Tra italiani e francesi c’è un rapporto che oscilla tra antichi risentimenti e passioni altalenanti. Cosa pesa oggi su questa relazione le scelte del passato o gli atteggiamenti più recenti? Vede, in passato sono state fatte scelte anche errate. Prendiamo l’accordo con Fincantieri: Macron l’ha riconsiderato più per rivalsa nei confronti di Hollande che in risposta all’Italia e anche in quel caso la politica interna ha pesato sulle relazioni bilaterali. Oppure la politica che Parigi mette in atto alle frontiere, a Mentone per esempio, che è eccessivamente dura. Potrei fare un elenco di torti che un paese ha fatto all’altro su questioni che solitamente si gestiscono in parità, senza polemiche o scandali. Oggi però si è andati oltre: quello che trovo disastroso è che Salvini e Di Maio sono riusciti a creare negli italiani un sentimento anti- francese il che è assurdo in questo momento. Nessuno dei nostri paesi resisterà nel mondo che stiamo costruendo se l’Europa non si rafforzerà e questo non può accadere se si resta su piani differenti: è una constatazione storica e l’Italia, come la Francia, non deve trascurare il suo ruolo nel cuore dell’Unione. Ma non è rivoltandosi contro la Francia che le cose miglioreranno.

A cento giorni dalle elezioni europee bisogna credere che questa situazione sia davvero il frutto di strumentalizzazioni a fini elettorali? È una delle accuse che il Quai d’Orsay muove all’Italia... Certo, sono strumentalizzazioni che continueranno fino al voto europeo. Salvini e Di Maio sono all’interno di una battaglia elettorale e penso che ritengano si debba continuare così.
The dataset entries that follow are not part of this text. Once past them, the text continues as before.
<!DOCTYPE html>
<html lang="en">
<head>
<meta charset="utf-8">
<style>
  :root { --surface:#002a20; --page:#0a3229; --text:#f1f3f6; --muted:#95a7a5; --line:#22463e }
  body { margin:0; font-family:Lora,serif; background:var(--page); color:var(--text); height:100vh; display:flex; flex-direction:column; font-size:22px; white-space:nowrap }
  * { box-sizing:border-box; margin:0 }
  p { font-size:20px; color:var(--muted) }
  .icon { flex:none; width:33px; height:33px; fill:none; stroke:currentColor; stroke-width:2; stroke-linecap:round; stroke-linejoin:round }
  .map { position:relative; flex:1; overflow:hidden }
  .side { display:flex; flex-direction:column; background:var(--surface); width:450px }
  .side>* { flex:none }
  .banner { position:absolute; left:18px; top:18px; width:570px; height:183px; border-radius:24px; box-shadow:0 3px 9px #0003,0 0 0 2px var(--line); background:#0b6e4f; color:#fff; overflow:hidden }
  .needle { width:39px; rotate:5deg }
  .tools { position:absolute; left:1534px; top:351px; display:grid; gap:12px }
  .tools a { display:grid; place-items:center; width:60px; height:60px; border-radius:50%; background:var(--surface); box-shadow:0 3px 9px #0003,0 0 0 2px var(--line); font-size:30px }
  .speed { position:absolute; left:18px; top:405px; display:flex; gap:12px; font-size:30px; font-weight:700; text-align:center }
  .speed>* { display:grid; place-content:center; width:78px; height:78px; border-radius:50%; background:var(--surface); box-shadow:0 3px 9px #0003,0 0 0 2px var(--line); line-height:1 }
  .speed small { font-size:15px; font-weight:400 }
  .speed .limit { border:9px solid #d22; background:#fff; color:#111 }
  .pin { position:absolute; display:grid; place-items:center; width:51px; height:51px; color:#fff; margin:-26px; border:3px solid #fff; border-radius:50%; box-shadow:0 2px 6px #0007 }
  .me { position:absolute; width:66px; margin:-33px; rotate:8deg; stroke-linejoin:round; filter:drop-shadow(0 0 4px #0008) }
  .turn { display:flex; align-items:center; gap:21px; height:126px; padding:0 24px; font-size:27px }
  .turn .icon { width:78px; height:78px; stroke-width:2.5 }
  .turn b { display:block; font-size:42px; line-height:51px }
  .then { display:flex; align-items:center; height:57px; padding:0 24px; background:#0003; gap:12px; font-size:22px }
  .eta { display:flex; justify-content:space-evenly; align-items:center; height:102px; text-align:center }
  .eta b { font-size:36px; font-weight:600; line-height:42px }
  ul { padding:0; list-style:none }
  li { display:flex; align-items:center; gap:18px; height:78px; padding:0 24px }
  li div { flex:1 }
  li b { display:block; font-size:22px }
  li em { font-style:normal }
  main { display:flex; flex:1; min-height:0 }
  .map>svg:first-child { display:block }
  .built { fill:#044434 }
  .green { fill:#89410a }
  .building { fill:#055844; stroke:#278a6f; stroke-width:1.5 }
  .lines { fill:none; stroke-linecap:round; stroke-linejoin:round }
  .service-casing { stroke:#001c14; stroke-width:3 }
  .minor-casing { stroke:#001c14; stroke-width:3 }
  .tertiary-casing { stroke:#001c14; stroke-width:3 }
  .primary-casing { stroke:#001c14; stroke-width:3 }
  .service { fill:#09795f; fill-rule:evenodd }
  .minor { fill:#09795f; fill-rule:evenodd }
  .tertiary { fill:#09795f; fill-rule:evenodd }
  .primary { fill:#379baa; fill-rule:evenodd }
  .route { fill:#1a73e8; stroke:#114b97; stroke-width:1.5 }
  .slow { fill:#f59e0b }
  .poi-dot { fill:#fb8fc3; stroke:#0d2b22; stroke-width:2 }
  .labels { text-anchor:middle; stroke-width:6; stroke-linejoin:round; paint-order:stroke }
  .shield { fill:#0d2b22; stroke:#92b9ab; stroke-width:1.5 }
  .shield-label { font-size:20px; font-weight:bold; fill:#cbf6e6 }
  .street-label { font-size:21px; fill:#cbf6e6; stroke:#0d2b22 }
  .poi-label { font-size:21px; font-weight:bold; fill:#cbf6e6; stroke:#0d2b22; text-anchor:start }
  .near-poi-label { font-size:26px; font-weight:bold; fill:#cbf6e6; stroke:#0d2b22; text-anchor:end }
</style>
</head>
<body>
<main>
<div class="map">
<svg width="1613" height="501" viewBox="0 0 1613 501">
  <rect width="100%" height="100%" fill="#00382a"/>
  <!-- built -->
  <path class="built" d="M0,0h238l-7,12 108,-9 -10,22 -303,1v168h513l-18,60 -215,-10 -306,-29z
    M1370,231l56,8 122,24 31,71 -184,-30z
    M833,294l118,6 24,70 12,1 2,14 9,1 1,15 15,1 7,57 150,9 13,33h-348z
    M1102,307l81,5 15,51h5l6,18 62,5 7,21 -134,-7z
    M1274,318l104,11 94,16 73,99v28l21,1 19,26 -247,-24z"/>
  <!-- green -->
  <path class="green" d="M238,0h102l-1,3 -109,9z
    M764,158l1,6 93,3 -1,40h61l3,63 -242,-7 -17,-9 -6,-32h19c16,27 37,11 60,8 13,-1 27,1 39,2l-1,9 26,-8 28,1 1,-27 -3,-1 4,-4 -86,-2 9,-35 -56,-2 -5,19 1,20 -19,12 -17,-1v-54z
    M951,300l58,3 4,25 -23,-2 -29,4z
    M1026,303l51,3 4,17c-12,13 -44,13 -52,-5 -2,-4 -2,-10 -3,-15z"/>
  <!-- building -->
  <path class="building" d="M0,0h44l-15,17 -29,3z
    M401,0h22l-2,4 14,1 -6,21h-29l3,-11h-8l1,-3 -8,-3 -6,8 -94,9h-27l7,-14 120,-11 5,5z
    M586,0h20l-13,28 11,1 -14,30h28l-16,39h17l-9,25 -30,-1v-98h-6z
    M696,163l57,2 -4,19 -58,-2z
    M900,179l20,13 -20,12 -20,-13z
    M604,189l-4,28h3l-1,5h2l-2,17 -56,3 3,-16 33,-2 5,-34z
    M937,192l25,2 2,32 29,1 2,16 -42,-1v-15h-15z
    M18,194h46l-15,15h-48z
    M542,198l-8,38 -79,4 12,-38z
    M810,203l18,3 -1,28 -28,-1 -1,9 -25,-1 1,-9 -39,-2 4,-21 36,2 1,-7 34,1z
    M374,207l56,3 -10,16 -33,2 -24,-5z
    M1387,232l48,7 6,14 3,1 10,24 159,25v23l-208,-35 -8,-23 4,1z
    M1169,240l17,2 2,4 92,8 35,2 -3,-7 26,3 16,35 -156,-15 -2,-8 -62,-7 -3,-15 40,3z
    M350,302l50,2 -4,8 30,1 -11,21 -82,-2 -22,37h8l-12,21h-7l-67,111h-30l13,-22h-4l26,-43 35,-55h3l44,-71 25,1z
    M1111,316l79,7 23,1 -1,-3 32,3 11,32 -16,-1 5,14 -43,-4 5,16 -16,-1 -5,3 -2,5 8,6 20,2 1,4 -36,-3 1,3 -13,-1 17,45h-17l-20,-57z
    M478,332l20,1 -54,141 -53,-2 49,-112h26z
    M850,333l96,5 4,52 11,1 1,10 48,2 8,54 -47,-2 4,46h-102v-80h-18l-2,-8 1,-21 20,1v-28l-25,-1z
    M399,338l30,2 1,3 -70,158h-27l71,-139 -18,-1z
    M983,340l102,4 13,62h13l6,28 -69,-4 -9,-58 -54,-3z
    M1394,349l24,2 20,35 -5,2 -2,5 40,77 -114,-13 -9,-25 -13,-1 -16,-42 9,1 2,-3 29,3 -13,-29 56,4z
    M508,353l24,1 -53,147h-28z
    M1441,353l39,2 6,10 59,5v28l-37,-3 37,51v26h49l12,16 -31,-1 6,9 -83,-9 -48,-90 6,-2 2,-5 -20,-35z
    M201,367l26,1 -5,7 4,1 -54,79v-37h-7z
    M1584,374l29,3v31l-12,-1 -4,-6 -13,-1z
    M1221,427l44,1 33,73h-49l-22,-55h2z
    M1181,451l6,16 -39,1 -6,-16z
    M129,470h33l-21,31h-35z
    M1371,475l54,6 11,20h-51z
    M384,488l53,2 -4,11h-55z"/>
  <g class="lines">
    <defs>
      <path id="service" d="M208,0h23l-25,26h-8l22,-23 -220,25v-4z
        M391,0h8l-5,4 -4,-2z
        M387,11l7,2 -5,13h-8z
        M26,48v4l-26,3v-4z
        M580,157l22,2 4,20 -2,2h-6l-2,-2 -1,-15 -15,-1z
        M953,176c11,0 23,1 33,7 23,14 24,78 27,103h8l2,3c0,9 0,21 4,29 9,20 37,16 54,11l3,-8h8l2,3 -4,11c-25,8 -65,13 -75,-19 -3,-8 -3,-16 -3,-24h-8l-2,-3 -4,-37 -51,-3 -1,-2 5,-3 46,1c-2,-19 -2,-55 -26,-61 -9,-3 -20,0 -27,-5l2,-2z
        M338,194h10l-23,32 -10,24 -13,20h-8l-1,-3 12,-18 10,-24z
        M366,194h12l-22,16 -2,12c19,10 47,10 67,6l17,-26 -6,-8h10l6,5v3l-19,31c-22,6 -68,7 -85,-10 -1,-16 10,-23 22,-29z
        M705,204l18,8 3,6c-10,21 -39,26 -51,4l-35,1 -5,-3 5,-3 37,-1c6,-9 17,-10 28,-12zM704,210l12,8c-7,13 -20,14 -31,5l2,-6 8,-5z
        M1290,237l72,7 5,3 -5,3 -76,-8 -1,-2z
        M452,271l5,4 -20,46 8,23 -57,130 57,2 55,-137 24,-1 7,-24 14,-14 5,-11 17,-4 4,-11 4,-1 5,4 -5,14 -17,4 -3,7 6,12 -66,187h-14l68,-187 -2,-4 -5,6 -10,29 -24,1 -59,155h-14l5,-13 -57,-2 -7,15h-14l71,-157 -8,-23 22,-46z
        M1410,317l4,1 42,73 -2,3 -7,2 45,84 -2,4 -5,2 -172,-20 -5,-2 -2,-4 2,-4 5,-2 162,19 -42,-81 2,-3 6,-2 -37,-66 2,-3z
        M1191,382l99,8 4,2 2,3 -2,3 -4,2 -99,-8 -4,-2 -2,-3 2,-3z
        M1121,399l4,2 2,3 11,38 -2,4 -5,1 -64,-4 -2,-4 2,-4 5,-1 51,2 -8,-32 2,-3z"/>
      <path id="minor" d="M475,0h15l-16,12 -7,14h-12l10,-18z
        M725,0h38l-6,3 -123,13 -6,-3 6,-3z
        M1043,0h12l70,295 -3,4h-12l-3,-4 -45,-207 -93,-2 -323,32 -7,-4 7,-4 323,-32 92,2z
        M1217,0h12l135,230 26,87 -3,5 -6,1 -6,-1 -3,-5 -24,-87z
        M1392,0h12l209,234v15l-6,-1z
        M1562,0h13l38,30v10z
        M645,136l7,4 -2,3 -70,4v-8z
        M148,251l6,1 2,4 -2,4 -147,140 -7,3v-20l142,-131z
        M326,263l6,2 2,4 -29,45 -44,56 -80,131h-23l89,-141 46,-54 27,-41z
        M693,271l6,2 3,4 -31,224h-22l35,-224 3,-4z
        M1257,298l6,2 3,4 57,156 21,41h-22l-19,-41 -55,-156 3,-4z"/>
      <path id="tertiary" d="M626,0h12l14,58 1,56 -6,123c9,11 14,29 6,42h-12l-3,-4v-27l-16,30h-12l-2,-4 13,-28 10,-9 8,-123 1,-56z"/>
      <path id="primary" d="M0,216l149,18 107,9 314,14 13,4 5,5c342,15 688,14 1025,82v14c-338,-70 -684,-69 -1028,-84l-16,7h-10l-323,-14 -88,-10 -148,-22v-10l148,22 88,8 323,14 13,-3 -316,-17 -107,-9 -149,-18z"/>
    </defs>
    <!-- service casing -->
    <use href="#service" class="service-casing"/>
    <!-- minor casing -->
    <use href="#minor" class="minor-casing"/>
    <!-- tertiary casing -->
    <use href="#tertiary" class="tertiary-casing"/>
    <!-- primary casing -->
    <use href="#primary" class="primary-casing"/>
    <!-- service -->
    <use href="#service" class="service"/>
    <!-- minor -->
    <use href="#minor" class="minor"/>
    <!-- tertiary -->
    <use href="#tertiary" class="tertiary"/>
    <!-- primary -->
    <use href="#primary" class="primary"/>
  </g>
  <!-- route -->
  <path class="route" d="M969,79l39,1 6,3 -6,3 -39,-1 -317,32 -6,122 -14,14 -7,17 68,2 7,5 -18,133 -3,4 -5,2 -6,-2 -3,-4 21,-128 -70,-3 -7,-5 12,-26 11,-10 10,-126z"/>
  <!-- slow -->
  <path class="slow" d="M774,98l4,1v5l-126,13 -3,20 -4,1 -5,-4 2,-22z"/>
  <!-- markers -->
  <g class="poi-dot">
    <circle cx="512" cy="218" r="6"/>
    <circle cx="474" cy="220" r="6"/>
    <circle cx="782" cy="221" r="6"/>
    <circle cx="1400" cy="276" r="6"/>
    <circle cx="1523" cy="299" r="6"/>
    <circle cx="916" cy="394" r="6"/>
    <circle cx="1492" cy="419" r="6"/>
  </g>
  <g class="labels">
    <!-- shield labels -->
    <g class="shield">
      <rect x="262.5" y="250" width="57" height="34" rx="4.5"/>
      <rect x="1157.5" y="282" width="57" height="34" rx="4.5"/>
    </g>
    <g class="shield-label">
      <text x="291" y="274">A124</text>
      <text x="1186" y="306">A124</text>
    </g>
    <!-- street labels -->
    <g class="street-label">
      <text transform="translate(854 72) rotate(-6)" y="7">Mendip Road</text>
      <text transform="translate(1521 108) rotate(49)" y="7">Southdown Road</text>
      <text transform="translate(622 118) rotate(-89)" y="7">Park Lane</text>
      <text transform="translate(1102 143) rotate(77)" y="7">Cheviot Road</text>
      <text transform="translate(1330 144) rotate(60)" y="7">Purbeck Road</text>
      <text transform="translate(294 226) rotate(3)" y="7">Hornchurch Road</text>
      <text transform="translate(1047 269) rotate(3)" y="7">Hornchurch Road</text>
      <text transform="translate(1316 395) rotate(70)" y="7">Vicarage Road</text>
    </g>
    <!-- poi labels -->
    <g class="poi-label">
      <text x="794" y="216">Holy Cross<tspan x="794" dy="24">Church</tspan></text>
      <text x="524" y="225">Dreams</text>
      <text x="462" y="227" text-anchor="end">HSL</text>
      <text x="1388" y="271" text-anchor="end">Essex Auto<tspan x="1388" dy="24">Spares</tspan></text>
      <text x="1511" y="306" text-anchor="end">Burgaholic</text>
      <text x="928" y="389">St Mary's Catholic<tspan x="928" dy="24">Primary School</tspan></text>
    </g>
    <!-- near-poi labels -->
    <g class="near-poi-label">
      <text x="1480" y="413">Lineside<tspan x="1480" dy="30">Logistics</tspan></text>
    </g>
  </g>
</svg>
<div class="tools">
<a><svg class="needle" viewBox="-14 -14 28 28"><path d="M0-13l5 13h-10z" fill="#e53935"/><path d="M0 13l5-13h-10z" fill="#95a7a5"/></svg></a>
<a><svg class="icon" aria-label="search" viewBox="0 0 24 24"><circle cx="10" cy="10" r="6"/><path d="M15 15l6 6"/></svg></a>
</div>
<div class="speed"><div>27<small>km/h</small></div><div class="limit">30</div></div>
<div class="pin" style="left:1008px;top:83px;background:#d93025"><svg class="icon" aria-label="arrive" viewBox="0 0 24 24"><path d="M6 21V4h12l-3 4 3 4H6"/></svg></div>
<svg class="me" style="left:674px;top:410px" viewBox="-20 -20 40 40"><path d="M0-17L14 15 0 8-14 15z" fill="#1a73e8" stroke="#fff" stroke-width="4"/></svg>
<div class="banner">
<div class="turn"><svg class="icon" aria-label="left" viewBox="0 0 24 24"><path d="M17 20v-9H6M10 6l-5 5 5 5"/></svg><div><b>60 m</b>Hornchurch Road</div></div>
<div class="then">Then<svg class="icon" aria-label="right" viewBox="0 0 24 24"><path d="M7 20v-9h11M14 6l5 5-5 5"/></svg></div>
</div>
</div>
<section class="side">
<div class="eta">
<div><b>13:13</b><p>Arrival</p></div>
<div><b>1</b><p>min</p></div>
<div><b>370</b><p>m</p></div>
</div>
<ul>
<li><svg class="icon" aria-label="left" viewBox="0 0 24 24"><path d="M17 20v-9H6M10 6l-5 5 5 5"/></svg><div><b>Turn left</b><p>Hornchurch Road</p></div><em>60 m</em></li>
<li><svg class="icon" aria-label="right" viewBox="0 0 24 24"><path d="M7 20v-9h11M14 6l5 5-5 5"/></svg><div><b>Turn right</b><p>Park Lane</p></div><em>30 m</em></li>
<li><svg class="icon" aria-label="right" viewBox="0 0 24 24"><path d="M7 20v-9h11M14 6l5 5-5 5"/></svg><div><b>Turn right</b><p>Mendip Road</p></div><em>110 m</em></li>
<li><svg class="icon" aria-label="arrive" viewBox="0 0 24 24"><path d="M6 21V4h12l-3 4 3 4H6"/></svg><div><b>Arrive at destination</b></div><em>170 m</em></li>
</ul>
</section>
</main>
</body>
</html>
Quali tracce resteranno di questo affaire? Non saprei ma spero sinceramente che non ce ne siano. Mi auguro davvero che le persone apprezzino quello che c’è tra i nostri due paesi e spero che non si faccia ulteriormente largo questo movimento di opinione anti- francese. Bisogna risalire al 1400 o al 1500 per trovare qualcosa di simile. Spero che la saggezza prenda il sopravvento ma purtroppo questo non è un periodo in cui c’è molto spazio per questo: siamo in un’epoca di irrazionalità e di demagogia e questo è spaventoso.

Dunque qual è oggi l’urgenza per la Francia? Risolvere la crisi con i Gilet jaunes? E quale per l’Italia? La priorità della Francia è innanzitutto trovare una via d’uscita a questa rivendicazione che è sempre più malsana perché sta generando risentimenti e atteggiamenti antisemiti, appelli alla violenza, odio per il sistema repubblicano come negli anni Trenta. Il grand débat ( il dibattito nazionale lanciato dal presidente Macron, ndr) può aiutare a uscire da questa situazione perché permette di dimostrare che discutendo si possono risolvere i problemi, che la democrazia è la risposta, non la violenza. Sfortunatamente, questo è un cammino molto molto lento. Quanto all’Italia, deve quanto prima ritrovare una gestione corretta che la possa rimettere sui binari: non è su questo che si era scommesso e che il vostro paese sia in recessione non è normale.